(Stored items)
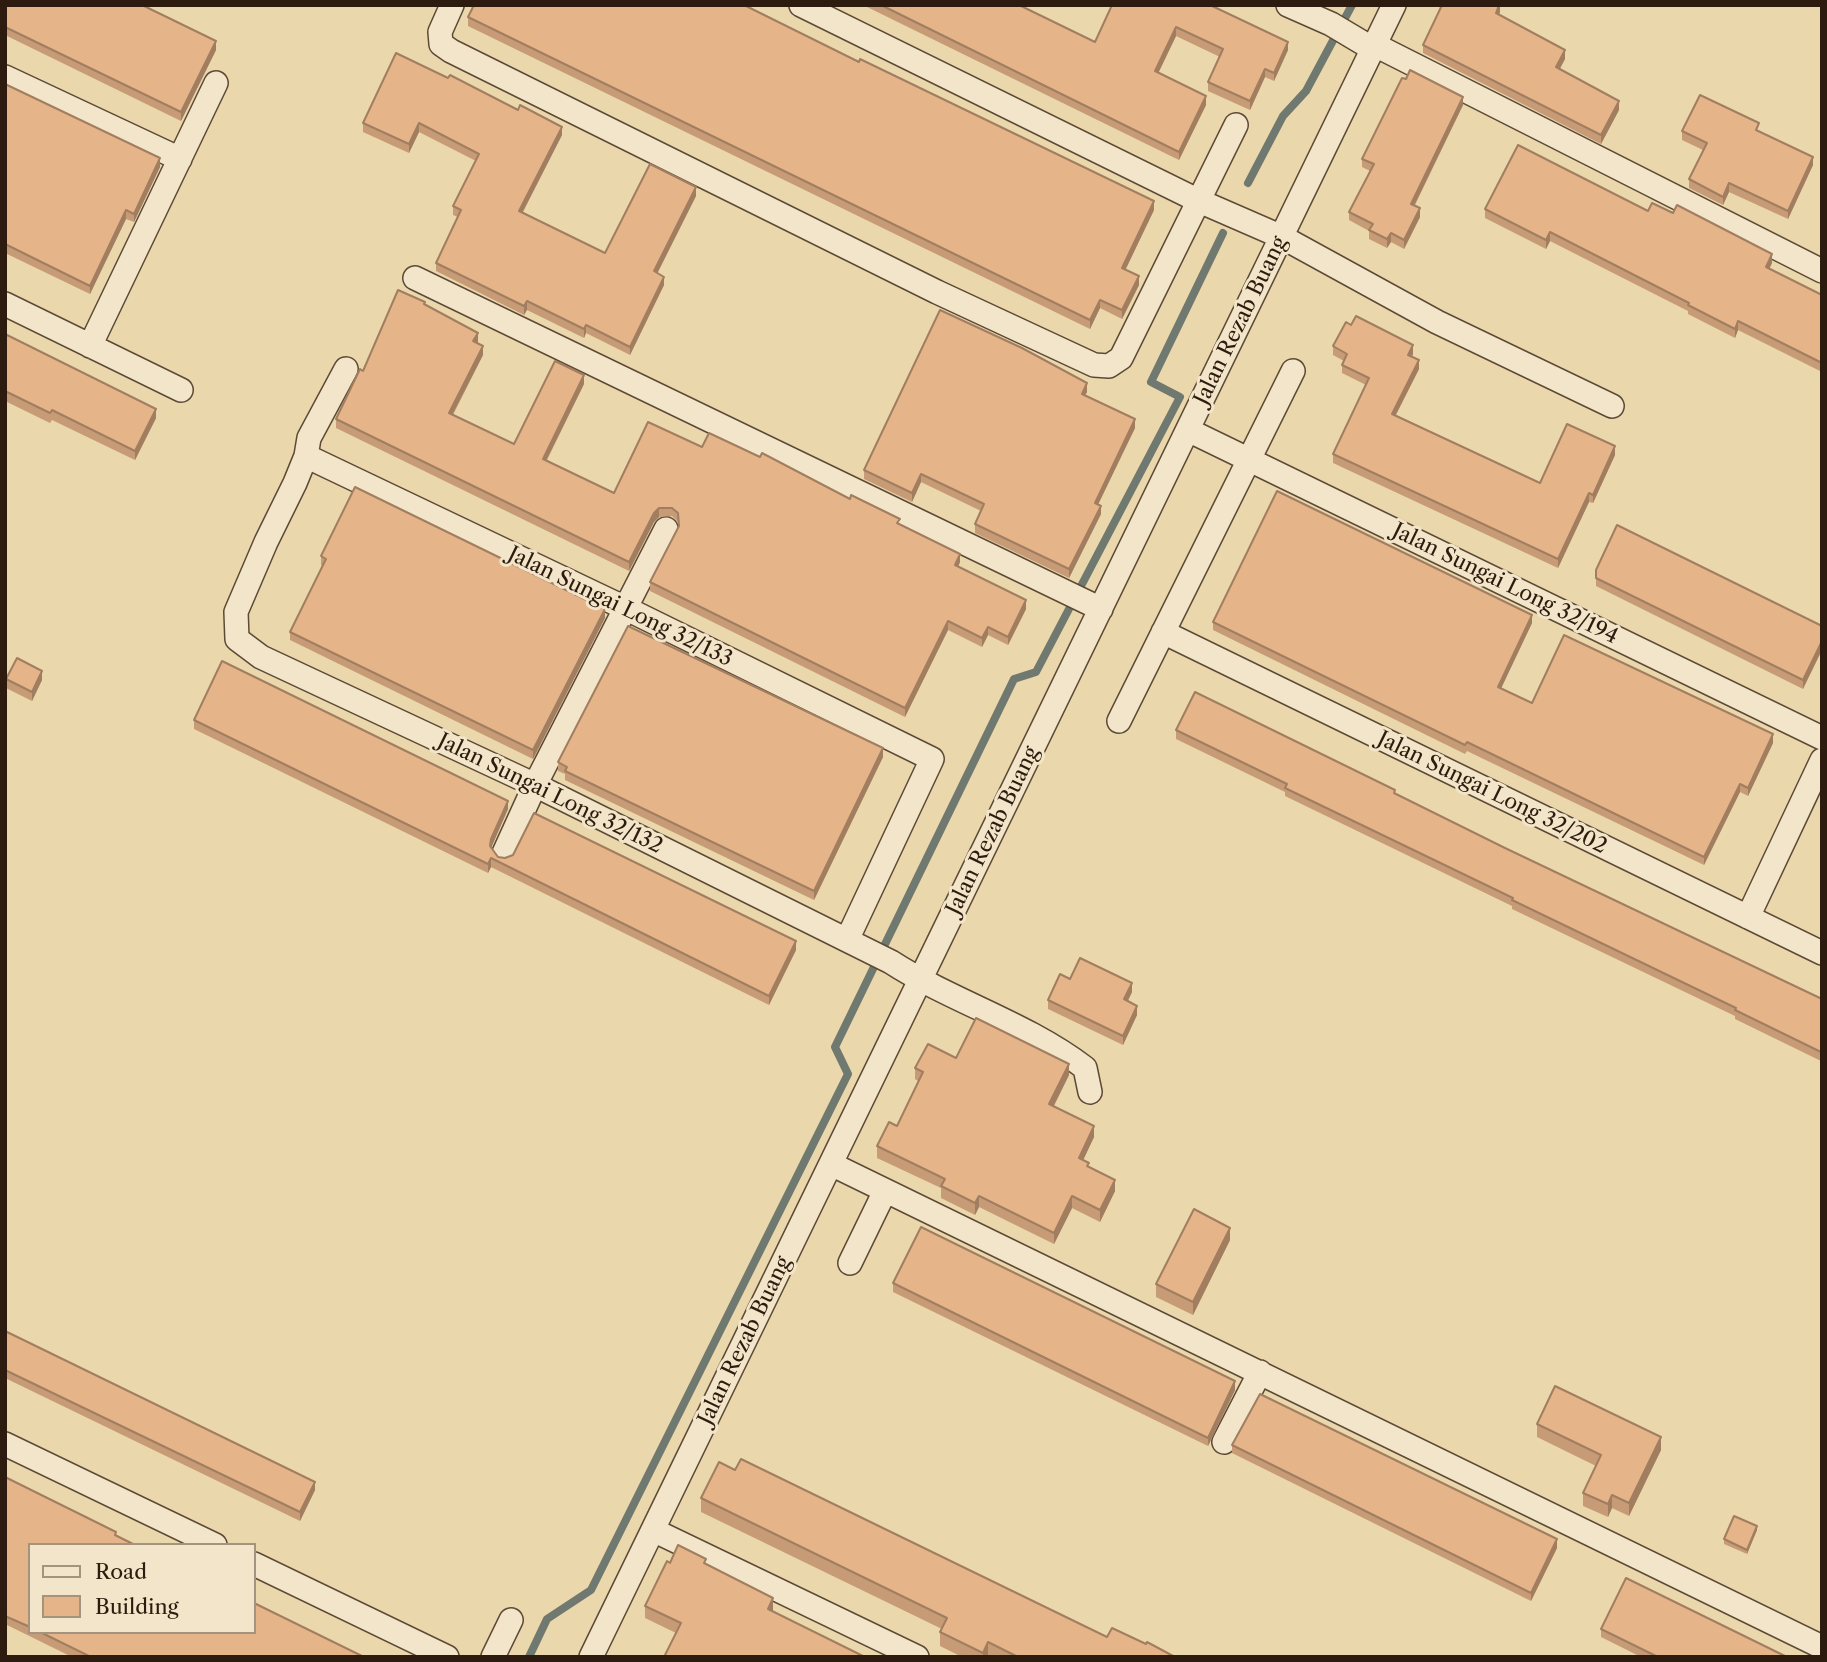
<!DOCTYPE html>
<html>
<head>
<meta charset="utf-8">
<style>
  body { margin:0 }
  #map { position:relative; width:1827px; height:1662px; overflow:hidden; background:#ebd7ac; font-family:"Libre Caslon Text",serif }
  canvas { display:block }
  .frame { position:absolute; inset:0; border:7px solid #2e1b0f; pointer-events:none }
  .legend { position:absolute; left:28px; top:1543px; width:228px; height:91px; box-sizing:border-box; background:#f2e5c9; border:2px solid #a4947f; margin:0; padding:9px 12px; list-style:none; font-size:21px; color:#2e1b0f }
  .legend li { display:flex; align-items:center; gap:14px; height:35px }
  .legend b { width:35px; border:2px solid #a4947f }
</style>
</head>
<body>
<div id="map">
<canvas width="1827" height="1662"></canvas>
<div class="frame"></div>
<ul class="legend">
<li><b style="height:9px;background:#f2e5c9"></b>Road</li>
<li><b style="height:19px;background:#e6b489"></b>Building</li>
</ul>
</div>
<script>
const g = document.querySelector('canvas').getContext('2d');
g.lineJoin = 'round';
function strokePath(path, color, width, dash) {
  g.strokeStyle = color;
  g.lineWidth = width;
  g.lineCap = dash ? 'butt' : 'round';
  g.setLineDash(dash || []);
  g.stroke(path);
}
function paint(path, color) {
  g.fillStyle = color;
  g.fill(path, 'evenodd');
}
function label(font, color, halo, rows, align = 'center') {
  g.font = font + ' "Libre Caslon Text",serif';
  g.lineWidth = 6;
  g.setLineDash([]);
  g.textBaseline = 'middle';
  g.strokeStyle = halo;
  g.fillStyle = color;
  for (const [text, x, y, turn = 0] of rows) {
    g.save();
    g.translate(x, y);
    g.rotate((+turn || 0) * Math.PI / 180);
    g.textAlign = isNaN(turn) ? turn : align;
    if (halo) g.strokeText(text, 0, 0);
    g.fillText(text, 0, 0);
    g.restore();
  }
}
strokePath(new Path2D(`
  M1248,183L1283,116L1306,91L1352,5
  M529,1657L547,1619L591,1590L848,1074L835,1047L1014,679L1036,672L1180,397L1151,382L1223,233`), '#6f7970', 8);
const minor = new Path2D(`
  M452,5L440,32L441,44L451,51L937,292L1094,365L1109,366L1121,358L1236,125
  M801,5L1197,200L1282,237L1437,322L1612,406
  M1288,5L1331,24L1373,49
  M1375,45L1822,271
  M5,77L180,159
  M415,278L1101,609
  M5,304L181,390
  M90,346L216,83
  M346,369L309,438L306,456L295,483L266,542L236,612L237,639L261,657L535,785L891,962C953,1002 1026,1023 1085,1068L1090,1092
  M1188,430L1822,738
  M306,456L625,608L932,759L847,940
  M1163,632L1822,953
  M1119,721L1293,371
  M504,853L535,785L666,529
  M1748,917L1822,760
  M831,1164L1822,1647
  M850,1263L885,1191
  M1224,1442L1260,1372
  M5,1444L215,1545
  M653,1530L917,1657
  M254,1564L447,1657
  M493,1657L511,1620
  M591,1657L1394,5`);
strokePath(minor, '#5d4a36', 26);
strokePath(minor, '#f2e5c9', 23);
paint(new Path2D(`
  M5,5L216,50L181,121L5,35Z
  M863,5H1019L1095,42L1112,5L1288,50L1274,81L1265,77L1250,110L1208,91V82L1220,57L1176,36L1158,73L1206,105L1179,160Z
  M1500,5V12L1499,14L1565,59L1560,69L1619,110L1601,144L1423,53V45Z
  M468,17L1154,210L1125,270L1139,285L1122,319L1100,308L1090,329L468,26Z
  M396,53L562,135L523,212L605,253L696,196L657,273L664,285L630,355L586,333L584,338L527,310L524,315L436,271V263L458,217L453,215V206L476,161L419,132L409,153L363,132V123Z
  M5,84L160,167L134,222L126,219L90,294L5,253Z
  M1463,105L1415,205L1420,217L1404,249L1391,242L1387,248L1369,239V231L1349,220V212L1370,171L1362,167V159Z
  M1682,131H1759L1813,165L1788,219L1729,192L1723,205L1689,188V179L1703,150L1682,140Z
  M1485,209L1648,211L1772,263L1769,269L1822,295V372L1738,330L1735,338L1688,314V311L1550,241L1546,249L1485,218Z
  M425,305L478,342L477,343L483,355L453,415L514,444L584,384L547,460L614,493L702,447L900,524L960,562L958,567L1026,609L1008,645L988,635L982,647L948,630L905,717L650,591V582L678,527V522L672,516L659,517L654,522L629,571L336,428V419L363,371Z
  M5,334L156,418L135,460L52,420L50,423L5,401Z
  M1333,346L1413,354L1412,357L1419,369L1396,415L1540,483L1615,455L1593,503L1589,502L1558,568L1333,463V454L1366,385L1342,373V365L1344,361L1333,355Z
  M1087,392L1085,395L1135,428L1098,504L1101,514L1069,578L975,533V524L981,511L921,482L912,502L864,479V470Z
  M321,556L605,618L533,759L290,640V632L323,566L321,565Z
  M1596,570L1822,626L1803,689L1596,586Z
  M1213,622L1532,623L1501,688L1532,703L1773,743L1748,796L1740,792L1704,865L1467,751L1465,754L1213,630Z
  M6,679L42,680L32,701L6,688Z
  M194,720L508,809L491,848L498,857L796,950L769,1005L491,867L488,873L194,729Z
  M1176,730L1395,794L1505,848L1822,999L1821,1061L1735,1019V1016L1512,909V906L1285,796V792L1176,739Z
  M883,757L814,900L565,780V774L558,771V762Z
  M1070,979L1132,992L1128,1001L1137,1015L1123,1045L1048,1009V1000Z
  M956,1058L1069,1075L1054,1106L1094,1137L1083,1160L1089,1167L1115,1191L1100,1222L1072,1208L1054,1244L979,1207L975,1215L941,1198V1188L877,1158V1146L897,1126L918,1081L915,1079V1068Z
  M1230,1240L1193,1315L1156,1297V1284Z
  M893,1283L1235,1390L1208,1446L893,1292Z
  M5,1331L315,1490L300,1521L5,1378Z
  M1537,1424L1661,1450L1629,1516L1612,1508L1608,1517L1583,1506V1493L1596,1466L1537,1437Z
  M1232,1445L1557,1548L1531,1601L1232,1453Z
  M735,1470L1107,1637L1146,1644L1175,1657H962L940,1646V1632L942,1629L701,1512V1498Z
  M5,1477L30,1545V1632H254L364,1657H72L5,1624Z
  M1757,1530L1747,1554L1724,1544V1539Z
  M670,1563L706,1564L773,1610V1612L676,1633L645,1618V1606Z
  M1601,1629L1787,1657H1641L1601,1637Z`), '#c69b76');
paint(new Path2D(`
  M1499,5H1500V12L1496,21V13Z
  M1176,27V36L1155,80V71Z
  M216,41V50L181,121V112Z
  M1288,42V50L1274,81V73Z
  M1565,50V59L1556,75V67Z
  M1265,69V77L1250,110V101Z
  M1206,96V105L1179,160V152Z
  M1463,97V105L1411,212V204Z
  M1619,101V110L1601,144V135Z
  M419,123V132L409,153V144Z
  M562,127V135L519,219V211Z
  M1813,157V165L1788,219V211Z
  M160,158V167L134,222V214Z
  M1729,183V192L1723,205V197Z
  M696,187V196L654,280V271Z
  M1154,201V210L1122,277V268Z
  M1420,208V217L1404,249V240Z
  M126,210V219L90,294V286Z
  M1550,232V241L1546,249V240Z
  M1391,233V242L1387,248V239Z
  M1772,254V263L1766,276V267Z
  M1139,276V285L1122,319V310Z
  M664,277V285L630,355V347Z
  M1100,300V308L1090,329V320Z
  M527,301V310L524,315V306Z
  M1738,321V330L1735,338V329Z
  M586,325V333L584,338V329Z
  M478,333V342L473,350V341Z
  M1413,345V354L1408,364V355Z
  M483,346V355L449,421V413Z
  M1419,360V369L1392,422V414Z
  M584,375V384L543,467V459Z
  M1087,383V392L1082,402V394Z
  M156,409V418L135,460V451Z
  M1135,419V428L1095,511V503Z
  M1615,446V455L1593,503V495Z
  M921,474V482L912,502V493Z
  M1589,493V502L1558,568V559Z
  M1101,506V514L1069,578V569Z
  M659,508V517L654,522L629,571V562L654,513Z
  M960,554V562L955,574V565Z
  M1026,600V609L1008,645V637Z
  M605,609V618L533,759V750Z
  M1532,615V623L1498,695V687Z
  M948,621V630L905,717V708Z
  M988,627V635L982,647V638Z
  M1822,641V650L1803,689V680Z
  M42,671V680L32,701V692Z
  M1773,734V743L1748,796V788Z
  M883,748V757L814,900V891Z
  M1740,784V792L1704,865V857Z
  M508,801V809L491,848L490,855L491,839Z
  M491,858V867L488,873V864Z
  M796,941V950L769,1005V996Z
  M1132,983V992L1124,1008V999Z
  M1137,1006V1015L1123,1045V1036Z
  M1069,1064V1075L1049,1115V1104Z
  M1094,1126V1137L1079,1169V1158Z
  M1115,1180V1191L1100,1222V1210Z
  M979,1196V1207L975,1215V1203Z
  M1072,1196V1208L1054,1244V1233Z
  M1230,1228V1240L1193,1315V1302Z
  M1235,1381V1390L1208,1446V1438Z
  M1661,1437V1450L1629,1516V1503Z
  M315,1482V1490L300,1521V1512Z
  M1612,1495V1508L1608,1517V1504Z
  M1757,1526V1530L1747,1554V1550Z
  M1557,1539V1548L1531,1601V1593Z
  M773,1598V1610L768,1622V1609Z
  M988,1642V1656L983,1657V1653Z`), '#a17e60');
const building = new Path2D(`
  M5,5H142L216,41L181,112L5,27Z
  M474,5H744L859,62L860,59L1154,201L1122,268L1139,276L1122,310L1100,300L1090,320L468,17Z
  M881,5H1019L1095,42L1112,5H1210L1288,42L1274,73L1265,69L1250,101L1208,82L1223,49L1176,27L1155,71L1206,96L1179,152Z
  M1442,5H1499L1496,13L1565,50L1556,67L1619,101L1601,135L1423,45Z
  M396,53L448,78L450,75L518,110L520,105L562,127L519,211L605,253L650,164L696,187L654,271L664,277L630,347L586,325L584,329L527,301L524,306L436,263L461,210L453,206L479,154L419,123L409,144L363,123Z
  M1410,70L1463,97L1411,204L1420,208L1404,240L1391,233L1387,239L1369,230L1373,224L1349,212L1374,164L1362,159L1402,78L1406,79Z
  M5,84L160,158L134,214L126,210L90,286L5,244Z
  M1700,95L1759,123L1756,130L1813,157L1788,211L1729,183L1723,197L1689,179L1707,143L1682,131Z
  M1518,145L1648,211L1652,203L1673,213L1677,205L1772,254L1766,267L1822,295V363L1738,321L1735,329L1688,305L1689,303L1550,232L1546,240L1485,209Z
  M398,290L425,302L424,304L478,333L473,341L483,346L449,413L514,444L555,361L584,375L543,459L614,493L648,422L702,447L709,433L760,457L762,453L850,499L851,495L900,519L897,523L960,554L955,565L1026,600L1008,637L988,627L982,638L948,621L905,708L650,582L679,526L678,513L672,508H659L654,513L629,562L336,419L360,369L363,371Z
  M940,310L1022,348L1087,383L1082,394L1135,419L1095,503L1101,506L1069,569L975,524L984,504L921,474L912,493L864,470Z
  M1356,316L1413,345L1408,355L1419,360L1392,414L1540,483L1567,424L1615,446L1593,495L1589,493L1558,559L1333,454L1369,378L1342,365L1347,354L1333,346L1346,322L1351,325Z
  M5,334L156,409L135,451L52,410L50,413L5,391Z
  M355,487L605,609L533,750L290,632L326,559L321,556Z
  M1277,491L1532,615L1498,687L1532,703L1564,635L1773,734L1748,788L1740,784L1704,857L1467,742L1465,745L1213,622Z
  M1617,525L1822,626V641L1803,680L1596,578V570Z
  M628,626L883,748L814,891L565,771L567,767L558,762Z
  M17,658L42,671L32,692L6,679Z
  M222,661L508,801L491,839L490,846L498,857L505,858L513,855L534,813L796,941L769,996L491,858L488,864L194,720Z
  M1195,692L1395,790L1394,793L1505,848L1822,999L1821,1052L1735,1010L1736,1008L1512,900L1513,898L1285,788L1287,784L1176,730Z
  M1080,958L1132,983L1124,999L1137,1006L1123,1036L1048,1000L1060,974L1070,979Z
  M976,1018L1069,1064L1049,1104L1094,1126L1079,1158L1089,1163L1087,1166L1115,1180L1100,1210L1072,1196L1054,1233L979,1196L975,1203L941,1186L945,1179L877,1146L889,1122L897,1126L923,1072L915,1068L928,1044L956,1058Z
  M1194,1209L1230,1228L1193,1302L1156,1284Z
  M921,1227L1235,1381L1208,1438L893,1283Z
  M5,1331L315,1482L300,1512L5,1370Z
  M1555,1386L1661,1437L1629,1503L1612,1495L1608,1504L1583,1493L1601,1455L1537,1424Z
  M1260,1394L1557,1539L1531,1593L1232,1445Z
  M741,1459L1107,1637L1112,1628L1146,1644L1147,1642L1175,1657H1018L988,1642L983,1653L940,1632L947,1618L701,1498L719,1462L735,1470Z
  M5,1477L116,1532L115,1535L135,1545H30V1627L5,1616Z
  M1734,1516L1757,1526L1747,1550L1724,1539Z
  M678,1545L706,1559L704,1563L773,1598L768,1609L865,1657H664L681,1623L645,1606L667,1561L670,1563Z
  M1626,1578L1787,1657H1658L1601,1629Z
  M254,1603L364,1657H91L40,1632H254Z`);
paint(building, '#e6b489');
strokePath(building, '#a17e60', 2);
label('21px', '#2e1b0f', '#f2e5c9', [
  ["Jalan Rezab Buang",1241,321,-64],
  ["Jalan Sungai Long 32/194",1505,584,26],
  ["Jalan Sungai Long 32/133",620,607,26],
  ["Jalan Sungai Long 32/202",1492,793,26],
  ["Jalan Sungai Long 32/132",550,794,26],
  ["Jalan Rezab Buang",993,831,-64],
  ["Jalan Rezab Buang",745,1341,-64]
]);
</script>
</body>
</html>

> _What is needed_: The line above containing "function strokePath(path, color, width, dash)", the line containing "M801,5L1197,200L1282,237L1437,322L1612,406", and every line between them are to be transcribed exactly; no other line is wanted.

> _Answer below_:
function strokePath(path, color, width, dash) {
  g.strokeStyle = color;
  g.lineWidth = width;
  g.lineCap = dash ? 'butt' : 'round';
  g.setLineDash(dash || []);
  g.stroke(path);
}
function paint(path, color) {
  g.fillStyle = color;
  g.fill(path, 'evenodd');
}
function label(font, color, halo, rows, align = 'center') {
  g.font = font + ' "Libre Caslon Text",serif';
  g.lineWidth = 6;
  g.setLineDash([]);
  g.textBaseline = 'middle';
  g.strokeStyle = halo;
  g.fillStyle = color;
  for (const [text, x, y, turn = 0] of rows) {
    g.save();
    g.translate(x, y);
    g.rotate((+turn || 0) * Math.PI / 180);
    g.textAlign = isNaN(turn) ? turn : align;
    if (halo) g.strokeText(text, 0, 0);
    g.fillText(text, 0, 0);
    g.restore();
  }
}
strokePath(new Path2D(`
  M1248,183L1283,116L1306,91L1352,5
  M529,1657L547,1619L591,1590L848,1074L835,1047L1014,679L1036,672L1180,397L1151,382L1223,233`), '#6f7970', 8);
const minor = new Path2D(`
  M452,5L440,32L441,44L451,51L937,292L1094,365L1109,366L1121,358L1236,125
  M801,5L1197,200L1282,237L1437,322L1612,406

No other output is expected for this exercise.